PROBLEM DETAILS ▸
Every entry here should be copied exactly.

*-*-*

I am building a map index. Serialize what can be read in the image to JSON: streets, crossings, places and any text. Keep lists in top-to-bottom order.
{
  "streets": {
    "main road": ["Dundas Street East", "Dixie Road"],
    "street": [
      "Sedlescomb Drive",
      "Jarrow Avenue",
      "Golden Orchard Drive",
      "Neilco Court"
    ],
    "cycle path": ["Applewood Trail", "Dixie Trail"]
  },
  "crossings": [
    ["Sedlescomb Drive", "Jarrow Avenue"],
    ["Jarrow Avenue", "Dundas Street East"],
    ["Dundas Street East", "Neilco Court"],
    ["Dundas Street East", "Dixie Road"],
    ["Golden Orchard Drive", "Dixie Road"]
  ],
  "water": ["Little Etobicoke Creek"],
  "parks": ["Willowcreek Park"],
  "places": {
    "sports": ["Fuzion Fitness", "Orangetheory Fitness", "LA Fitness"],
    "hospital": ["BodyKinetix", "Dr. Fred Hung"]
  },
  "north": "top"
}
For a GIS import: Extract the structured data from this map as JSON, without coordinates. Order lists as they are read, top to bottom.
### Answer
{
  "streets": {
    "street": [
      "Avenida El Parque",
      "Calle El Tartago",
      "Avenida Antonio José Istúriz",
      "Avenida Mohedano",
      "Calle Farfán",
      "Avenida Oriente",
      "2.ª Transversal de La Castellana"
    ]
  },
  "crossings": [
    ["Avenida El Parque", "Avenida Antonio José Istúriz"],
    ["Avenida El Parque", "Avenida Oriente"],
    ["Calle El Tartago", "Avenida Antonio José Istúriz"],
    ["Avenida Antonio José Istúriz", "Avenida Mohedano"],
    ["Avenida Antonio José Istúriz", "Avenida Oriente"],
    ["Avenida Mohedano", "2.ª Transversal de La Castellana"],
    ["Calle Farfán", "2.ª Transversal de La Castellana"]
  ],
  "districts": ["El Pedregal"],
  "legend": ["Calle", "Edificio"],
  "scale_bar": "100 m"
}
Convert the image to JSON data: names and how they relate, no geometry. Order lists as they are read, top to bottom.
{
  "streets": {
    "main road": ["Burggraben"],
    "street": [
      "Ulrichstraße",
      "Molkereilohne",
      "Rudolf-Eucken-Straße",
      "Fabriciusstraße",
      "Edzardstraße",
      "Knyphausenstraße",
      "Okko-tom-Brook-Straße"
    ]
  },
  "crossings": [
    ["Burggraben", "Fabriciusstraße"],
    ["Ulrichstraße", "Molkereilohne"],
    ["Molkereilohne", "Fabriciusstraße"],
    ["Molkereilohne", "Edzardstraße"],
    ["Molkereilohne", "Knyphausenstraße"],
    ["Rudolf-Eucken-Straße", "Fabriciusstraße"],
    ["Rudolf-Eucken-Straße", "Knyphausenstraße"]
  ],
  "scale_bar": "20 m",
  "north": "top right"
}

*-*-*

RESULT OF THE TASK ▸
I am building a map index. Serialize what can be read in the image to JSON: streets, crossings, places and any text. Keep lists in top-to-bottom order.
{
  "streets": {
    "main road": ["Dundas Street East", "Dixie Road"],
    "street": [
      "Sedlescomb Drive",
      "Jarrow Avenue",
      "Golden Orchard Drive",
      "Neilco Court"
    ],
    "cycle path": ["Applewood Trail", "Dixie Trail"]
  },
  "crossings": [
    ["Sedlescomb Drive", "Jarrow Avenue"],
    ["Jarrow Avenue", "Dundas Street East"],
    ["Dundas Street East", "Neilco Court"],
    ["Dundas Street East", "Dixie Road"],
    ["Golden Orchard Drive", "Dixie Road"]
  ],
  "water": ["Little Etobicoke Creek"],
  "parks": ["Willowcreek Park"],
  "places": {
    "sports": ["Fuzion Fitness", "Orangetheory Fitness", "LA Fitness"],
    "hospital": ["BodyKinetix", "Dr. Fred Hung"]
  },
  "north": "top"
}
For a GIS import: Extract the structured data from this map as JSON, without coordinates. Order lists as they are read, top to bottom.
### Answer
{
  "streets": {
    "street": [
      "Avenida El Parque",
      "Calle El Tartago",
      "Avenida Antonio José Istúriz",
      "Avenida Mohedano",
      "Calle Farfán",
      "Avenida Oriente",
      "2.ª Transversal de La Castellana"
    ]
  },
  "crossings": [
    ["Avenida El Parque", "Avenida Antonio José Istúriz"],
    ["Avenida El Parque", "Avenida Oriente"],
    ["Calle El Tartago", "Avenida Antonio José Istúriz"],
    ["Avenida Antonio José Istúriz", "Avenida Mohedano"],
    ["Avenida Antonio José Istúriz", "Avenida Oriente"],
    ["Avenida Mohedano", "2.ª Transversal de La Castellana"],
    ["Calle Farfán", "2.ª Transversal de La Castellana"]
  ],
  "districts": ["El Pedregal"],
  "legend": ["Calle", "Edificio"],
  "scale_bar": "100 m"
}
Convert the image to JSON data: names and how they relate, no geometry. Order lists as they are read, top to bottom.
{
  "streets": {
    "main road": ["Burggraben"],
    "street": [
      "Ulrichstraße",
      "Molkereilohne",
      "Rudolf-Eucken-Straße",
      "Fabriciusstraße",
      "Edzardstraße",
      "Knyphausenstraße",
      "Okko-tom-Brook-Straße"
    ]
  },
  "crossings": [
    ["Burggraben", "Fabriciusstraße"],
    ["Ulrichstraße", "Molkereilohne"],
    ["Molkereilohne", "Fabriciusstraße"],
    ["Molkereilohne", "Edzardstraße"],
    ["Molkereilohne", "Knyphausenstraße"],
    ["Rudolf-Eucken-Straße", "Fabriciusstraße"],
    ["Rudolf-Eucken-Straße", "Knyphausenstraße"]
  ],
  "scale_bar": "20 m",
  "north": "top right"
}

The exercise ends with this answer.